### Exercise directions:
Whenever "function" appears in a line of the entries below, that line counts; give the total only.

(Provided data begins)

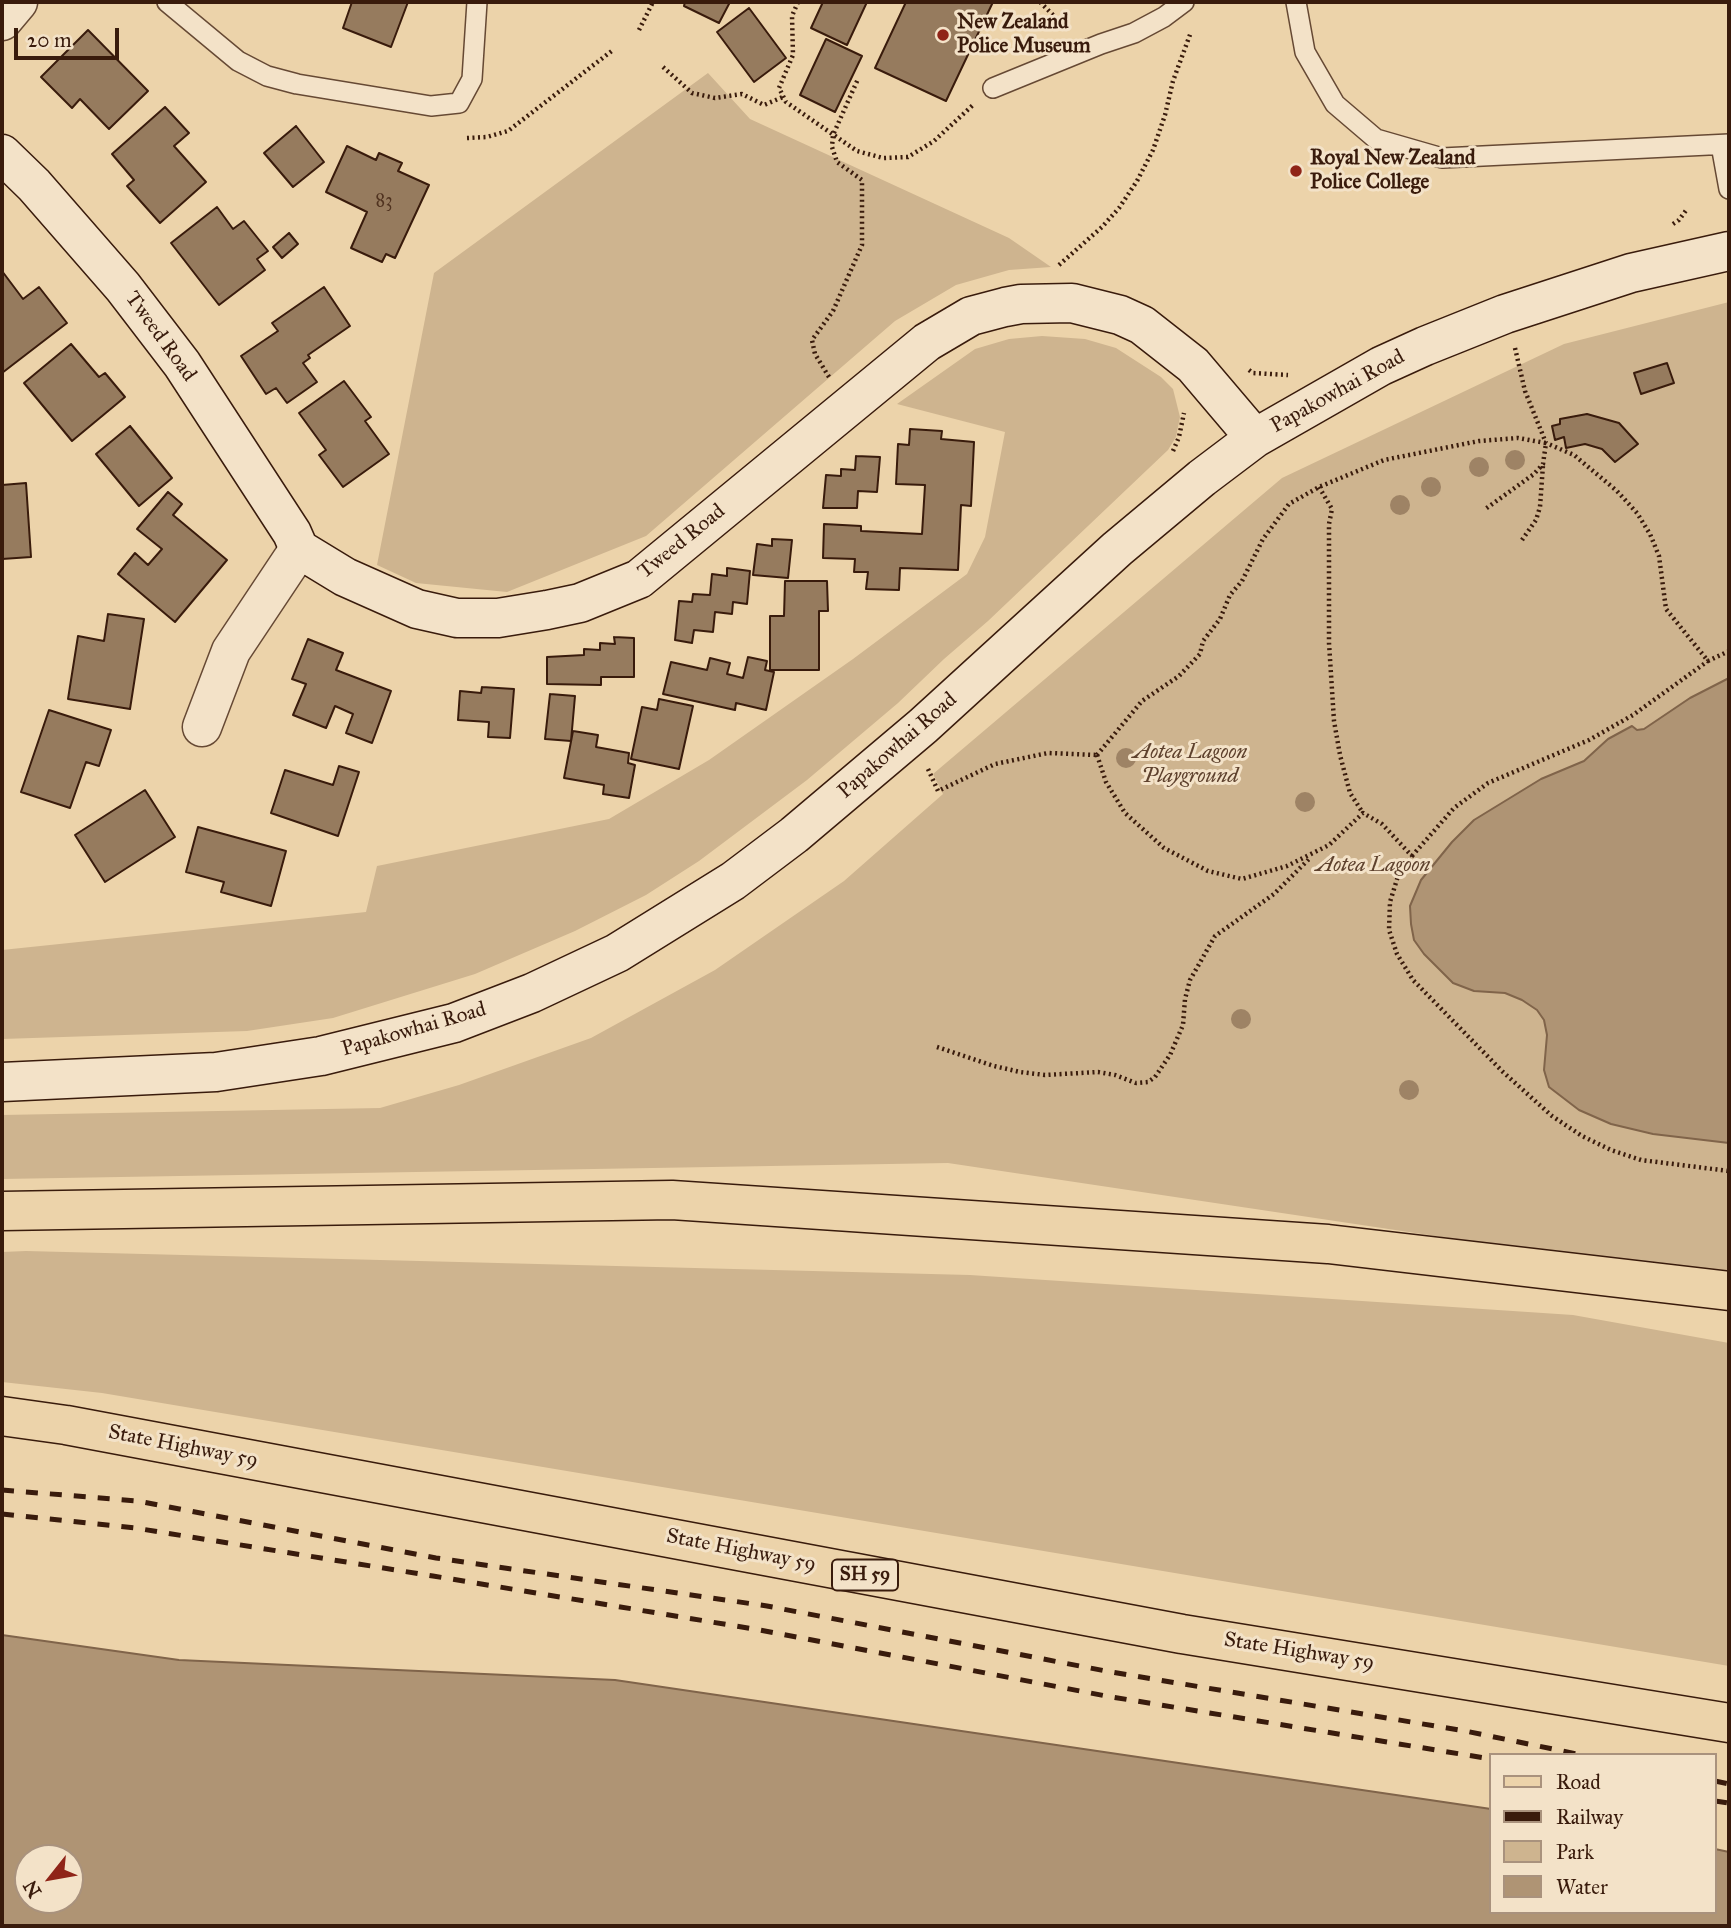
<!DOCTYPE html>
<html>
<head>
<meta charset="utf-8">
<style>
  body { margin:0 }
  #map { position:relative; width:1731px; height:1928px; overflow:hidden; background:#ecd3aa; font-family:"IM FELL Great Primer",serif }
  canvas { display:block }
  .frame { position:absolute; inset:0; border:4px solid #391b0c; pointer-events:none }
  .legend { position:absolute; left:1489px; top:1753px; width:228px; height:161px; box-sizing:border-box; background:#f3e2c8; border:2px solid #a9927d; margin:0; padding:9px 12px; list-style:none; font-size:21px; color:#391b0c }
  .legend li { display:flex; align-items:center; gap:14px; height:35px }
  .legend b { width:35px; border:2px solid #a9927d }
  .north { position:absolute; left:14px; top:1844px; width:70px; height:70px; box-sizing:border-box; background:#f3e2c8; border:2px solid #a9927d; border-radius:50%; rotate:239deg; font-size:19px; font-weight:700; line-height:28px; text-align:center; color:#391b0c }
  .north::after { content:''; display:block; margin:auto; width:24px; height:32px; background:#8f2418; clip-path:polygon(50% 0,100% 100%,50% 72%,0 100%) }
  .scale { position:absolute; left:14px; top:28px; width:105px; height:32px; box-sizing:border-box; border:4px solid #391b0c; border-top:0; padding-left:9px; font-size:21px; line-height:24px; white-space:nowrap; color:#391b0c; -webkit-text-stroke:5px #f3e2c8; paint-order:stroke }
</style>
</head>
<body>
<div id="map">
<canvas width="1731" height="1928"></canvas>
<div class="frame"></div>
<ul class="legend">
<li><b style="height:9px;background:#ecd3aa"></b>Road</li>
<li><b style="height:9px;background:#391b0c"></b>Railway</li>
<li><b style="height:19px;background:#ceb48f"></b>Park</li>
<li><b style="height:19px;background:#af9474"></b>Water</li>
</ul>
<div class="north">N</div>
<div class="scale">20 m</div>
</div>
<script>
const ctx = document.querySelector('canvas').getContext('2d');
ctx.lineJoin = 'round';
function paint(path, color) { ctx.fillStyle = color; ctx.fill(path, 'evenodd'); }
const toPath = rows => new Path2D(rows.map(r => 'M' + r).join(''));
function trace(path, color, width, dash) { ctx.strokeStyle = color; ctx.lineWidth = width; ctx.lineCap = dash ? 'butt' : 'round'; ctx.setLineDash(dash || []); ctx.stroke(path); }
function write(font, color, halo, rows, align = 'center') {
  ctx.font = font + ' "IM FELL Great Primer",serif'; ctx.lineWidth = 6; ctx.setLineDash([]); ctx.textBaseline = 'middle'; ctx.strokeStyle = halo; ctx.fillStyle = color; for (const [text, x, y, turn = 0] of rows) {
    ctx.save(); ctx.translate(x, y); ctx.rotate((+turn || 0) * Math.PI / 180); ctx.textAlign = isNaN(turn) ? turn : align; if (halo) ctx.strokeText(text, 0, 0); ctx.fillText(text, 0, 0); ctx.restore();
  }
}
paint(toPath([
  [708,73,750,119,1009,238,1051,267,1009,270,956,285,895,321,646,536,507,592,416,583,377,565,434,273],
  [1729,302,1729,1280,948,1163,2,1179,2,1115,380,1108,459,1085,591,1038,715,970,844,881,943,794,933,774,1282,478,1564,344],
  [1042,336,1085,339,1116,348,1161,377,1173,389,1180,417,1176,437,1168,450,988,621,944,659,898,703,807,780,699,861,646,895,575,931,475,974,333,1018,247,1031,2,1039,2,950,366,912,377,866,609,819,709,760,853,659,967,574,985,537,1005,432,897,404,975,349,1009,339],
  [26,1251,970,1275,1573,1315,1729,1343,1729,1666,102,1393,2,1382,2,1252]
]), '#ceb48f');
const water = toPath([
  [1729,678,1729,1143,1653,1134,1611,1124,1579,1110,1549,1087,1544,1070,1547,1035,1544,1020,1537,1010,1522,1000,1505,993,1474,991,1453,983,1424,954,1414,940,1411,924,1410,906,1421,880,1452,842,1474,820,1541,779,1584,761,1608,739,1632,726,1637,730,1644,729,1690,698,1729,678],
  [2,1635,179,1660,615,1680,1491,1809,1491,1912,1715,1912,1715,1849,1729,1852,1729,1926,2,1926,2,1635],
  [28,1858,70,1858,70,1900,28,1900,28,1858]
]);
paint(water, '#af9474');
trace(water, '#80644a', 2);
const building = toPath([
  [352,2,408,2,391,47,343,28,352,2],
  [685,2,730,2,719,23,684,6,685,2],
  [823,2,867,2,847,45,811,28,823,2],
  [906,2,993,2,946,101,875,68,906,2],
  [749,8,786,58,754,82,717,32,749,8],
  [88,30,148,91,109,129,80,99,72,108,41,77,88,30],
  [826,39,862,56,835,112,800,95,826,39],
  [165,107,189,133,174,146,206,182,160,223,127,186,134,180,112,154,165,107],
  [296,126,324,162,293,187,264,153,296,126],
  [347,146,376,160,379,153,402,163,398,171,429,185,395,258,386,254,382,262,351,248,367,212,326,192,347,146],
  [217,207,233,229,244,221,268,251,257,259,265,270,219,305,171,243,217,207],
  [289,233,298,244,282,258,273,247,289,233],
  [2,271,23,299,39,287,67,323,2,373,2,271],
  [324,287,350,326,308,355,310,358,303,363,317,382,287,403,276,388,266,394,241,356,278,331,272,323,324,287],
  [71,344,99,377,105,373,125,397,72,441,24,383,71,344],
  [1667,363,1674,383,1641,394,1634,373,1667,363],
  [344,381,371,417,365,421,389,454,343,487,319,455,326,450,299,413,344,381],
  [1587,414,1619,423,1638,444,1615,462,1602,449,1585,444,1566,448,1564,437,1555,440,1552,426,1560,424,1560,419,1587,414],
  [130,426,172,478,139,506,96,454,130,426],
  [910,429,942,431,941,439,974,442,971,506,961,505,958,570,900,568,899,590,866,589,868,572,854,572,855,559,823,558,824,524,861,526,861,531,922,534,925,485,896,484,898,444,909,445,910,429],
  [856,456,880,457,877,492,858,491,857,508,823,508,826,475,841,476,841,469,855,470,856,456],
  [26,483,31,557,2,559,2,485,26,483],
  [168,492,182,504,173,515,227,560,175,622,118,574,135,553,148,565,162,549,137,529,168,492],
  [772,539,792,540,788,578,753,575,757,544,772,546,772,539],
  [727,568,750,571,747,604,733,602,732,614,715,612,713,632,694,630,692,643,675,640,679,601,692,602,693,594,710,595,712,574,727,576,727,568],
  [785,581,827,581,828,611,819,611,819,670,770,670,770,616,784,616,785,581],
  [108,614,144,619,130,709,68,699,78,636,104,641,108,614],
  [614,637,634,638,634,677,601,677,601,685,547,684,547,657,584,655,584,649,600,650,600,643,615,644,614,637],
  [308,639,343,653,336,670,391,691,372,743,346,733,353,714,335,706,326,728,293,715,306,684,292,679,308,639],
  [748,657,767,661,765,670,774,672,766,710,736,703,735,710,663,694,671,662,707,670,710,658,730,663,727,674,743,678,748,657],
  [482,687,514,689,510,738,488,737,489,722,458,720,460,691,481,693,482,687],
  [550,694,575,696,571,741,545,739,550,694],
  [659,699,693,706,679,769,631,759,642,707,657,710,659,699],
  [49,710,111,730,99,766,86,762,70,808,21,792,49,710],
  [573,731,598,735,596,747,629,753,628,763,635,765,629,798,603,794,604,785,564,778,573,731],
  [339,766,359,772,338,836,271,813,285,770,333,785,339,766],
  [145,790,175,837,105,882,75,835,145,790],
  [198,827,286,851,271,906,221,892,224,882,186,872,198,827]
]);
paint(building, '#967b5e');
trace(building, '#391b0c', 2);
const lane = toPath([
  [167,2,238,61,267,76,297,84,431,106,459,103,472,79,477,2],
  [1296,2,1305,52,1335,104,1376,139,1442,158,1729,144],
  [993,88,1101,44,1134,33,1164,17,1184,2],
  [1721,145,1729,189]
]);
const street = toPath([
  [2,21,18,2],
  [202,727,231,651,299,549]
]);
const secondary = toPath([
  [2,154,34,185,123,287,182,364,292,533,299,549,345,577,417,609,457,618,498,618,547,610,580,603,639,579,927,342,971,316,1005,307,1021,304,1072,303,1120,315,1142,325,1193,365,1255,438],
  [2,1082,216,1072,321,1056,454,1023,532,993,617,953,733,881,794,835,923,726,1117,549,1202,478,1255,438,1381,366,1425,346,1505,314,1631,273,1729,251]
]);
const primary = toPath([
  [2,1211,672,1200,1328,1244,1729,1291],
  [2,1416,66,1425,1182,1634,1729,1723]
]);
trace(lane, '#664934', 22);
trace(street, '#664934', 41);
trace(secondary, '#391b0c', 41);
trace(primary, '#391b0c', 41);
trace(toPath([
  [798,2,792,16,793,55,779,88,786,102,857,151,883,158,908,157,934,141,973,105],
  [1040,2,1067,29],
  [639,30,653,2],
  [663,67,692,93,715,98,742,94,764,105,783,97],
  [467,138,487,137,508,131,613,50],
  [1673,224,1679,220,1687,209],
  [1059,265,1102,227,1119,208,1137,181,1153,150,1165,115,1173,81,1191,32],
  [1515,348,1525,391,1546,443,1574,455,1617,491,1637,513,1650,534,1659,556,1666,609,1708,661,1729,651],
  [1249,370,1253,373,1288,375],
  [829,377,815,354,812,340,833,311,862,245,862,180,837,162,832,147,833,135,858,79],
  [1173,451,1179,437,1184,413],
  [1319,487,1332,509,1329,524,1329,643,1334,721,1340,755,1350,793,1363,813],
  [1522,540,1536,520,1540,507,1543,465],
  [1097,755,1106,782,1125,813,1164,848,1208,871,1242,879,1287,866,1329,845,1363,813,1382,824,1412,856,1398,876,1390,902,1389,930,1397,954,1413,980,1503,1072,1552,1116,1582,1136,1611,1150,1641,1160,1729,1171],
  [1097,755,1142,701,1179,676,1200,654,1203,641,1220,619,1230,595,1242,581,1263,539,1289,504,1319,487,1384,460,1479,441,1518,438,1546,443,1543,464,1534,474,1484,510],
  [928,769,938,791,995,764,1048,753,1097,755],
  [1412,856,1454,808,1488,783,1589,740,1633,715,1708,661],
  [937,1047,994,1066,1020,1072,1045,1075,1098,1072,1115,1075,1136,1083,1148,1082,1155,1077,1170,1055,1183,1025,1185,999,1190,980,1215,936,1274,894,1311,857]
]), '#391b0c', 4.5, [2, 3.5]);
trace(lane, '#f3e2c8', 19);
trace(street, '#f3e2c8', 38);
trace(secondary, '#f3e2c8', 38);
trace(primary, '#ecd3aa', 38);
trace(toPath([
  [2,1490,138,1501,436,1558,767,1606,1111,1672,1465,1731,1582,1755],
  [2,1514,135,1528,433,1576,760,1630,1106,1696,1491,1759],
  [1715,1781,1729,1784],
  [1715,1801,1729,1803]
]), '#391b0c', 5, [12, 12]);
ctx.fillStyle = '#9e8365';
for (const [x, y] of [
  [1515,460],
  [1479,467],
  [1431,487],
  [1400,505],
  [1126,758],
  [1305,802],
  [1241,1019],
  [1409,1090]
]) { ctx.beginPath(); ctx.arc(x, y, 10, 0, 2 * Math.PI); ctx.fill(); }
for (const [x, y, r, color] of [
  [943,35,7,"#8f2418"],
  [1296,171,7,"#8f2418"]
]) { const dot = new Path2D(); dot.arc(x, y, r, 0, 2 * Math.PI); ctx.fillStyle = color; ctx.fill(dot); trace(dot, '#f3e2c8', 2.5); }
write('18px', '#503320', null, [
  ["83",384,202]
]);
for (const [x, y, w] of [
  [865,1575,66]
]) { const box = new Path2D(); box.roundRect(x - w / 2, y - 15.5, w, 31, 5); ctx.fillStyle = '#f3e2c8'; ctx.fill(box); trace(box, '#391b0c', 2); }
write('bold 19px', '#391b0c', null, [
  ["SH 59",865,1575]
]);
write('bold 21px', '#391b0c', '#f3e2c8', [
  ["New Zealand",957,23],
  ["Police Museum",957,47],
  ["Royal New Zealand",1310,159],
  ["Police College",1310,183]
], 'left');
write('21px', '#391b0c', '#f3e2c8', [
  ["Tweed Road",160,337,54],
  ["Papakowhai Road",1338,392,-29],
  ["Tweed Road",682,542,-39],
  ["Papakowhai Road",898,746,-41],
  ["Papakowhai Road",414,1030,-16],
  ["State Highway 59",183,1447,11],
  ["State Highway 59",741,1551,11],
  ["State Highway 59",1299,1652,9]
]);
write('italic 21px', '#5e412d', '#f3e2c8', [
  ["Aotea Lagoon",1190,753],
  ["Playground",1190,777],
  ["Aotea Lagoon",1373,866]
]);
</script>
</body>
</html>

(Provided data ends)

### Response:
3